** Saved data entries **

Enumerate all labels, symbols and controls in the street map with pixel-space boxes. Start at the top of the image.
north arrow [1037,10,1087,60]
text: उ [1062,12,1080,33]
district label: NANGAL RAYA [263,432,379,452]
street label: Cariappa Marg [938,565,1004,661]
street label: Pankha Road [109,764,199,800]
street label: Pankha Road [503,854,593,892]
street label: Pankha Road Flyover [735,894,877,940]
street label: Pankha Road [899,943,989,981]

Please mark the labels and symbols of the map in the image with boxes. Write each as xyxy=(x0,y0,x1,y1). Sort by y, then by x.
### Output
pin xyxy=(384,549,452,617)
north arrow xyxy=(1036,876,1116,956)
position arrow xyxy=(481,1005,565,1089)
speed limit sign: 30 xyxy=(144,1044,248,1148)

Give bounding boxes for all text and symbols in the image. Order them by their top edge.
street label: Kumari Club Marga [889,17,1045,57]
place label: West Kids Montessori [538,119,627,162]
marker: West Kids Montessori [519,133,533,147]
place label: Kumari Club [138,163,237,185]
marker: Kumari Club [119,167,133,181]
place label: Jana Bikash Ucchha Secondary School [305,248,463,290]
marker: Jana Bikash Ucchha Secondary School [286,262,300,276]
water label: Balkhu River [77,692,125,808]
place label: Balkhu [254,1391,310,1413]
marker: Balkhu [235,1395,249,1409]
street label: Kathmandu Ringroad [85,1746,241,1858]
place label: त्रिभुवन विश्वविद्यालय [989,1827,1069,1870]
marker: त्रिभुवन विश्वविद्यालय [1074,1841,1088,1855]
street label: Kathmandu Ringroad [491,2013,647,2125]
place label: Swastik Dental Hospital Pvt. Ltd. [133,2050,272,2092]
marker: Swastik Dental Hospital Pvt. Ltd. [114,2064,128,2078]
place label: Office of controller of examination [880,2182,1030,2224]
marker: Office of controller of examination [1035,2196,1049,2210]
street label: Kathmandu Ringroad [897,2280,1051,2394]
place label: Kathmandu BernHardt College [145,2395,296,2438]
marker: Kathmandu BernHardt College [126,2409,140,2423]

** Task requirements **
Every entry above should be retyped exactly as it appears.

** Expected answer **
Enumerate all labels, symbols and controls in the street map with pixel-space boxes. Start at the top of the image.
north arrow [1037,10,1087,60]
text: उ [1062,12,1080,33]
district label: NANGAL RAYA [263,432,379,452]
street label: Cariappa Marg [938,565,1004,661]
street label: Pankha Road [109,764,199,800]
street label: Pankha Road [503,854,593,892]
street label: Pankha Road Flyover [735,894,877,940]
street label: Pankha Road [899,943,989,981]

Please mark the labels and symbols of the map in the image with boxes. Write each as xyxy=(x0,y0,x1,y1). Sort by y, then by x.
### Output
pin xyxy=(384,549,452,617)
north arrow xyxy=(1036,876,1116,956)
position arrow xyxy=(481,1005,565,1089)
speed limit sign: 30 xyxy=(144,1044,248,1148)

Give bounding boxes for all text and symbols in the image. Order them by their top edge.
street label: Kumari Club Marga [889,17,1045,57]
place label: West Kids Montessori [538,119,627,162]
marker: West Kids Montessori [519,133,533,147]
place label: Kumari Club [138,163,237,185]
marker: Kumari Club [119,167,133,181]
place label: Jana Bikash Ucchha Secondary School [305,248,463,290]
marker: Jana Bikash Ucchha Secondary School [286,262,300,276]
water label: Balkhu River [77,692,125,808]
place label: Balkhu [254,1391,310,1413]
marker: Balkhu [235,1395,249,1409]
street label: Kathmandu Ringroad [85,1746,241,1858]
place label: त्रिभुवन विश्वविद्यालय [989,1827,1069,1870]
marker: त्रिभुवन विश्वविद्यालय [1074,1841,1088,1855]
street label: Kathmandu Ringroad [491,2013,647,2125]
place label: Swastik Dental Hospital Pvt. Ltd. [133,2050,272,2092]
marker: Swastik Dental Hospital Pvt. Ltd. [114,2064,128,2078]
place label: Office of controller of examination [880,2182,1030,2224]
marker: Office of controller of examination [1035,2196,1049,2210]
street label: Kathmandu Ringroad [897,2280,1051,2394]
place label: Kathmandu BernHardt College [145,2395,296,2438]
marker: Kathmandu BernHardt College [126,2409,140,2423]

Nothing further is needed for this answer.